Monday 5 September 2016

Family trees of economics: Austrian v Heterodox

 

FamilyTree

The other day I mentioned Richard Ebeling’s excellent introduction to Austrian economics, for which he produced the “family tree” (above) on which he’s been working  for many years.

When I was a graduate student [says Peter Boettke, who appears on the tree] Don Lavoie had a cube on his desk as a gift from Ebeling that had 3 awesome photos of Mises and then 1 side an earlier version of this family tree.

What a great gift idea! Note to self …

Anyway, there will always be debate about what should be included in such a tree. ( I reckon Mises’ two other students at NYU demand inclusion: Hans Sennholz and the great George Reisman). And Boettke suggests the tree itself needs updating again now “to include the doctoral students produced since the 1990s and also the doctoral students of those doctoral students,” citing several dozen major thinkers who have moved and are moving the intellectual world in a better direction (name giving some of us plenty of reading to do over the next few years!).

The Austrian School [he concludes] should be attractive to young minds -- it unlocks the mystery of commercial life, it helps make sense of non-commercial life, and it is humanistic in its method and humanitarian in its basic normative stance.  The analysis provided tears asunder the pretenses of both those with privileges and those with power.  Its analysis points to the future possibilities of a better world for the individual and for the society -- one where diverse groups of free and responsible individuals can learn to live better together than they ever could apart; where individuals have the opportunity to prosper in a vibrant and dynamic market economy, and where individuals can live and be actively engaged in creating caring communities.  At the core of the MIsesian system is the insights of what makes possible social cooperation under the division of labor.  The message, and how we learn to appreciate those insights through a unique methodological and analytical approach to the sciences of man, must be paramount in our teaching and I would add our research.  And these "new" Austrians are doing this in ways that are so exciting and so promising that it is hard not to be simply intellectually blown away by the new demonstrations of the power of the ideas first developed by Menger and Bohm-Bawerk, by Mises and Hayek, by Kirzner and Rothbard, etc.  Austrian economics is a growth industry and it is showing no signs of slowing down.

There’s been a lot of commentary around the traps debating many of the suggestions, a few of which focussed on my own family tree produced a few years ago for Auckland Uni’s Economics Group that aims to show a more general overview of the major roots (and routes) of thought, and a greater focus on the thinkers who got us here rather than the plethora working today (who would tend to overwhelm the tree’s undergrowth).W-01 Economists Family Tree - Large

Every general overview of a vast human science will have its own focus. A few folk for instance (probably correctly) wanted me to add the members of the New Insitutional School). Several complained about me ignoring Weiser and the school that followed him. A few bitched about the “left” side of the tree ignoring “a whole host of interesting Marxists,” and the top ignoring Aristotle! And then several who’ve used it in their classes complained to me about it already being too bloody complicated!! 

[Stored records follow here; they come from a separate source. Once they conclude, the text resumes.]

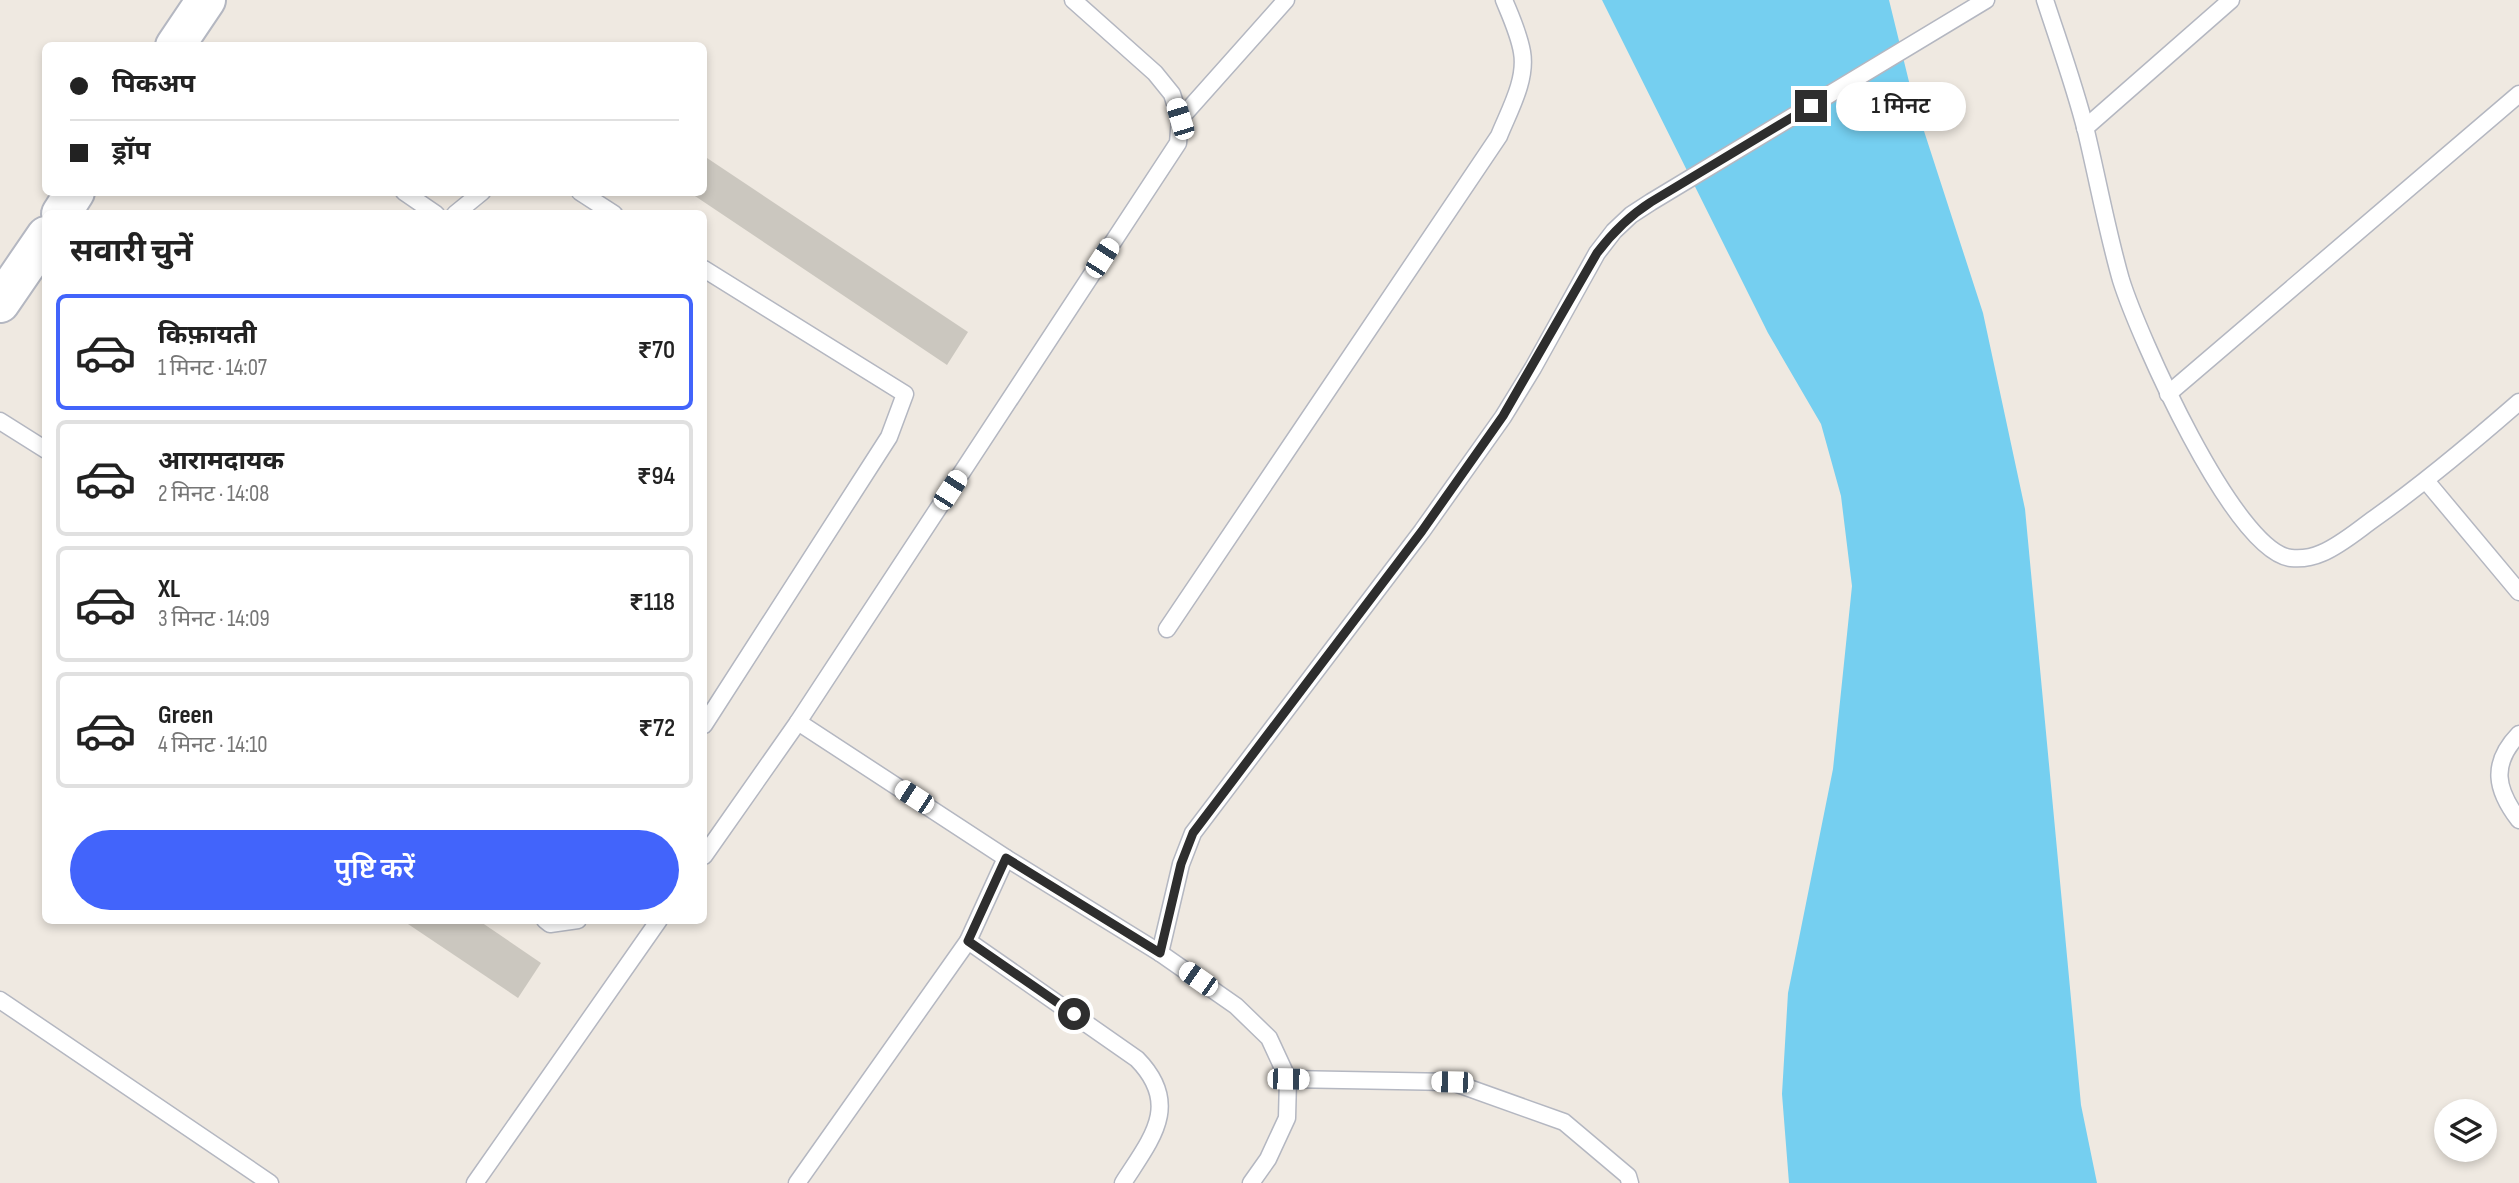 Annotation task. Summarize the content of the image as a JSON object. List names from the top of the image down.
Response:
{
  "page": {
    "banner": ["पिकअप", "ड्रॉप"],
    "bubble": "1 मिनट",
    "heading": "सवारी चुनें",
    "list": [
      {
        "name": "किफ़ायती",
        "note": "1 मिनट · 14:07",
        "value": "₹70"
      },
      {
        "name": "आरामदायक",
        "note": "2 मिनट · 14:08",
        "value": "₹94"
      },
      {
        "name": "XL",
        "note": "3 मिनट · 14:09",
        "value": "₹118"
      },
      {
        "name": "Green",
        "note": "4 मिनट · 14:10",
        "value": "₹72"
      }
    ],
    "buttons": "पुष्टि करें"
  }
}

Economics family trees are rarer than you may think, and as I searched for some of these older comments brought up one of the few other broader overviews I’ve seen, one which that fairly illustrates my point about ‘focus.’ My tree was done in part to demonstrate the more broadly Austrian ‘Productionist’ stream from the Neoclassical ‘Consumptionist’ mainstream (see here for this crucial distinction). This one, by Post-Keynesian Jo Mitchell, aims to distinguish between the mainstream and ‘heterodox’ schools (and, not incidentally, promote her own).

FamilyTreebyJoMtchell- Heterodox v Maintsream

I doubt even our Marxists would be too happy with that one. Nor any Austrians, who appear in this one to simply wither on  the vine.

.

1 comment:

Paul Walker said...

There is always the question of, Are the Austrians heterodox? Up until the 1930s the Austrian were seen as a part of the neoclassical family and it's hard, even today, to see Austrians as having more in common with obvious heterodox groups such the Marxists and post-Keynesians than the neoclassicals.